Geldhäuser in Asien veranstalten Seminare für Sprösslinge wohlhabender Eltern. Die Banken versuchen, möglichst früh eine gute Beziehung zu den Vermögenden der Zukunft aufzubauen.
Wien (Bloomberg). Die Jungen von heute sind die Kunden von morgen. Das wissen die Banken in Asien wohl am besten. Sie bieten immer mehr Seminare, Kurse und Trainee-Programme an – und zwar für die Kinder sehr wohlhabender Privatkunden. Die Banken versuchen, möglichst früh eine gute Beziehung zu den Vermögenden der Zukunft aufzubauen.
Die Schweizer Großbank UBS veranstaltet etwa zweiwöchige Kurse in Singapur und Hongkong. Den jungen Zuhörern werden Themen wie Vermögensverwaltung oder Leadership geboten. „Unsere Programme für die nächste Generation der ultrareichen Kunden dienen dazu, praktische Hinweise zum Umgang mit dem Vermögen zu geben, das sie möglicherweise eines Tages erben werden“, sagte Daniel Harel, der UBS-Chef für Private Banking in Südasien für Kunden mit einem Vermögen von mindestens 50 Mio. Schweizer Franken.
Die Citigroup will der UBS um nichts nachstehen. Sie organisiert ebenfalls Seminare in Singapur und Hongkong. Auf dem Programm stehen die Themen finanzielle Planung und Investments.

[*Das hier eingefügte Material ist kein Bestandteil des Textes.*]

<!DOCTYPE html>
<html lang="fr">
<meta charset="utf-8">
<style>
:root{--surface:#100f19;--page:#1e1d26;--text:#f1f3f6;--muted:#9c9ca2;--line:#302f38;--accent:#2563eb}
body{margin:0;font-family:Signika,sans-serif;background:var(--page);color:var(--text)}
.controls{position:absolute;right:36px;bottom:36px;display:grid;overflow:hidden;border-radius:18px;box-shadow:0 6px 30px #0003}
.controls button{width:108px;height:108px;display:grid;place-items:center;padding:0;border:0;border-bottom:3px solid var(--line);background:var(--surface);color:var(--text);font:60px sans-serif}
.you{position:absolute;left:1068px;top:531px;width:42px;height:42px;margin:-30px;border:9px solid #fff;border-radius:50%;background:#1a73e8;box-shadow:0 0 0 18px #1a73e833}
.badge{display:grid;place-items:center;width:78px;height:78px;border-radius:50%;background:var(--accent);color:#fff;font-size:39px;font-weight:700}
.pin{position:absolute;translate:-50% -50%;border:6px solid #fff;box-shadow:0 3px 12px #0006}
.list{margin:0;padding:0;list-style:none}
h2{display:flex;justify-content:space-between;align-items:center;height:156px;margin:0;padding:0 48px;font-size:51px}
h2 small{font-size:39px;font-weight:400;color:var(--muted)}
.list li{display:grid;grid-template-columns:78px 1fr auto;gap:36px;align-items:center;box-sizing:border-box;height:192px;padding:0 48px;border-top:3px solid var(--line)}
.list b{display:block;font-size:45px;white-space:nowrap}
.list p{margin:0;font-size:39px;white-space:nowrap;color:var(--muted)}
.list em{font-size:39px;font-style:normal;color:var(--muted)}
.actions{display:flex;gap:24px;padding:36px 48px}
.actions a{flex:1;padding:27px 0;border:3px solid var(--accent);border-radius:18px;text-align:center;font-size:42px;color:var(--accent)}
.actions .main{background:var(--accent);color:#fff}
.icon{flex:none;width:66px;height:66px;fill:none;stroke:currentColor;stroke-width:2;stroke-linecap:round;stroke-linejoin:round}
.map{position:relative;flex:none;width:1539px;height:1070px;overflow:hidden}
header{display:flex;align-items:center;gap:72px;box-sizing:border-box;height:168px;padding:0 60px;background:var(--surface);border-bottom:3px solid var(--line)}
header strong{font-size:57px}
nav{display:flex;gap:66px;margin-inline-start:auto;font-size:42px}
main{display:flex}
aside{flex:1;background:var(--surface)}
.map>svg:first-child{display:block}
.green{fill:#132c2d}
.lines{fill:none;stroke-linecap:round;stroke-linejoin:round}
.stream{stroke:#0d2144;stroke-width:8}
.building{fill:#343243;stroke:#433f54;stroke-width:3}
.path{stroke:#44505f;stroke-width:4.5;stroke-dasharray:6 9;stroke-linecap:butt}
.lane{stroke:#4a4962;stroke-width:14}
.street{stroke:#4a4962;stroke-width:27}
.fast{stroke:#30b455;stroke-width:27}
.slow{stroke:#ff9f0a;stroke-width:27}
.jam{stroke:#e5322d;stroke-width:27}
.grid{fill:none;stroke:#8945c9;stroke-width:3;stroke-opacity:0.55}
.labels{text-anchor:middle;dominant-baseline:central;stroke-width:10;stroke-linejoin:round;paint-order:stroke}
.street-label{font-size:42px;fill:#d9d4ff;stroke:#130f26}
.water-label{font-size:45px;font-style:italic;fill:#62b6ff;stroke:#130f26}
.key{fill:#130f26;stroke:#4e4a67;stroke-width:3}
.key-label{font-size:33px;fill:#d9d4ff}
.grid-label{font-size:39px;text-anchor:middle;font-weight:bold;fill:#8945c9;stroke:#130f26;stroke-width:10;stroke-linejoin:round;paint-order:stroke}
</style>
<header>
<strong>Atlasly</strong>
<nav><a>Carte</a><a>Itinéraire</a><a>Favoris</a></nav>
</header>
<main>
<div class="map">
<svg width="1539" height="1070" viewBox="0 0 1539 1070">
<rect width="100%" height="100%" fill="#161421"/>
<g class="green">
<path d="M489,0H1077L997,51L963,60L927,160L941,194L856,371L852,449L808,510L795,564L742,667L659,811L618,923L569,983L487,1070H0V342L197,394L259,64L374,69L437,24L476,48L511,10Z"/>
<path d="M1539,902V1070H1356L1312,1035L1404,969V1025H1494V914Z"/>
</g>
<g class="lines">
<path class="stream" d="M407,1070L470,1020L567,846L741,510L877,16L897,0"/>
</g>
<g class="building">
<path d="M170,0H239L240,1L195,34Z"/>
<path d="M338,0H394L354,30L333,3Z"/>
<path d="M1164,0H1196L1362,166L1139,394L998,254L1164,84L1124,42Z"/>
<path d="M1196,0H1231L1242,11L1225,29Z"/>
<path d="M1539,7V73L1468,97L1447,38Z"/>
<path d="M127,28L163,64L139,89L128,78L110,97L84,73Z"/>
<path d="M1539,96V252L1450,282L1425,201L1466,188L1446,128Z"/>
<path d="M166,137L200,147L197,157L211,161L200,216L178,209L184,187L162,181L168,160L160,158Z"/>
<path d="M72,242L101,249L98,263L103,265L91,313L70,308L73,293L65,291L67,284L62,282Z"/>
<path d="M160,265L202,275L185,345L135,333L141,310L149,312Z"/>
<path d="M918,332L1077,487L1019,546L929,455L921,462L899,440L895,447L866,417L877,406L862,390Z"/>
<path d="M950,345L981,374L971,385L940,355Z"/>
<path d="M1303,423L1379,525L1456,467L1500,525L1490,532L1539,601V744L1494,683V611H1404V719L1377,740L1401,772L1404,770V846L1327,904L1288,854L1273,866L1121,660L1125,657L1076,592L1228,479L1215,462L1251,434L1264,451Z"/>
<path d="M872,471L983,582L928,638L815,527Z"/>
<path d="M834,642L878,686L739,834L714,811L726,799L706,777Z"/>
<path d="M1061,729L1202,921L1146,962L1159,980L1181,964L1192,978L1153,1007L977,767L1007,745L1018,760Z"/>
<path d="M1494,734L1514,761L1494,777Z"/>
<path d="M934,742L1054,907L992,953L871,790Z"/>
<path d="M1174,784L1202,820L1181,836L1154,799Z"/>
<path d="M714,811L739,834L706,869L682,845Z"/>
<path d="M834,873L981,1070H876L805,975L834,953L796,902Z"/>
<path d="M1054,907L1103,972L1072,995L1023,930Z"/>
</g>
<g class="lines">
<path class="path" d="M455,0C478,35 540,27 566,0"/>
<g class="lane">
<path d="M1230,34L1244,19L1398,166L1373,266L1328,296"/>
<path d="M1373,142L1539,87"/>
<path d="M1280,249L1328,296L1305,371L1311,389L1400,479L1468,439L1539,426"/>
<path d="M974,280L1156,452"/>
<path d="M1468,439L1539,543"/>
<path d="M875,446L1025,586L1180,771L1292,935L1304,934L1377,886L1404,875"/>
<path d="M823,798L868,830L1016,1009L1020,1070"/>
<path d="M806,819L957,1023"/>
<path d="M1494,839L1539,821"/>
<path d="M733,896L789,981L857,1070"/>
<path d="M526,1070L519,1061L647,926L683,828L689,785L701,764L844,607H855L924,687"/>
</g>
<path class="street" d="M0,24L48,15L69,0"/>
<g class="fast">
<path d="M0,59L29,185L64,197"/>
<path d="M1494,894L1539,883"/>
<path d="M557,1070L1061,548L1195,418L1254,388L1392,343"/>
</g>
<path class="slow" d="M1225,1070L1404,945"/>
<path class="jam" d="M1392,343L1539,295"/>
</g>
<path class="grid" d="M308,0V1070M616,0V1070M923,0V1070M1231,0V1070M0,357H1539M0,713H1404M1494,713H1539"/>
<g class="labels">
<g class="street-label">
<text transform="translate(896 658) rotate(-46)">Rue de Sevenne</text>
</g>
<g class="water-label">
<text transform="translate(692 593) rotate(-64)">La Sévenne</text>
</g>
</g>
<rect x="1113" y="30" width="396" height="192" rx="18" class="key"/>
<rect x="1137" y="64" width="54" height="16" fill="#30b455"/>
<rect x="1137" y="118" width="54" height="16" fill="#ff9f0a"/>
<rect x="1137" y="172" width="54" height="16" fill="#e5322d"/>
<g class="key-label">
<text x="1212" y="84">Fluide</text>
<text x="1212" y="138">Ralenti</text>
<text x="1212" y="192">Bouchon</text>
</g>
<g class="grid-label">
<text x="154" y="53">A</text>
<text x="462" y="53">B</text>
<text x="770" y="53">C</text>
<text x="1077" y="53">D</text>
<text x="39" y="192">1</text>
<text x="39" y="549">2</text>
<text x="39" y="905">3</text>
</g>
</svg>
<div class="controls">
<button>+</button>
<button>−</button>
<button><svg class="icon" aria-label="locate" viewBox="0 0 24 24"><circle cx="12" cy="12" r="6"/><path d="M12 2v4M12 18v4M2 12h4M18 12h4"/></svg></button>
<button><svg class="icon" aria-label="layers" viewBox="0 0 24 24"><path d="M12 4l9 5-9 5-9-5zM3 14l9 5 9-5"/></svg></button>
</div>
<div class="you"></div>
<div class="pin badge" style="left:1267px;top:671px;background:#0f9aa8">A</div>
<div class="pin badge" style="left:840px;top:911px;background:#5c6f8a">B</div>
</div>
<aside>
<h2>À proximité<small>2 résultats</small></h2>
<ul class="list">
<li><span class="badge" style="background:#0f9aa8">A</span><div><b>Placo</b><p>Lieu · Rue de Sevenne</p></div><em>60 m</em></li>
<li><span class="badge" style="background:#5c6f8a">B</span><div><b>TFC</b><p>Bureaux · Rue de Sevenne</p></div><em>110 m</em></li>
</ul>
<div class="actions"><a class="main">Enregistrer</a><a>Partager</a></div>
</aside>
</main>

Sogar einen Schritt weiter geht der britische Finanzkonzern Standard Chartered. In einem Praktikum sollen die jungen Teilnehmer potenzielle Übernahmekandidaten ausfindig machen. Aus einer Liste mit mehreren hundert Firmen picken sie zehn heraus, die von anderen Unternehmen übernommen werden könnten.
Kinder wurden vernachlässigt
An Teilnehmern für Seminare mangelt es den Banken nicht. Im Gegenteil, sie berichten über Rekordteilnehmerzahlen im laufenden Jahr. Dass bei den Jungen sehr viel Potenzial liegt, zeigt Standard Chartered. Rund die Hälfte der Programmteilnehmer stammt aus Familien, für die Standard Chartered mindestens zehn Mio. Dollar verwaltet, sagte Ally Lim, die Sprecherin der Bank zu Bloomberg.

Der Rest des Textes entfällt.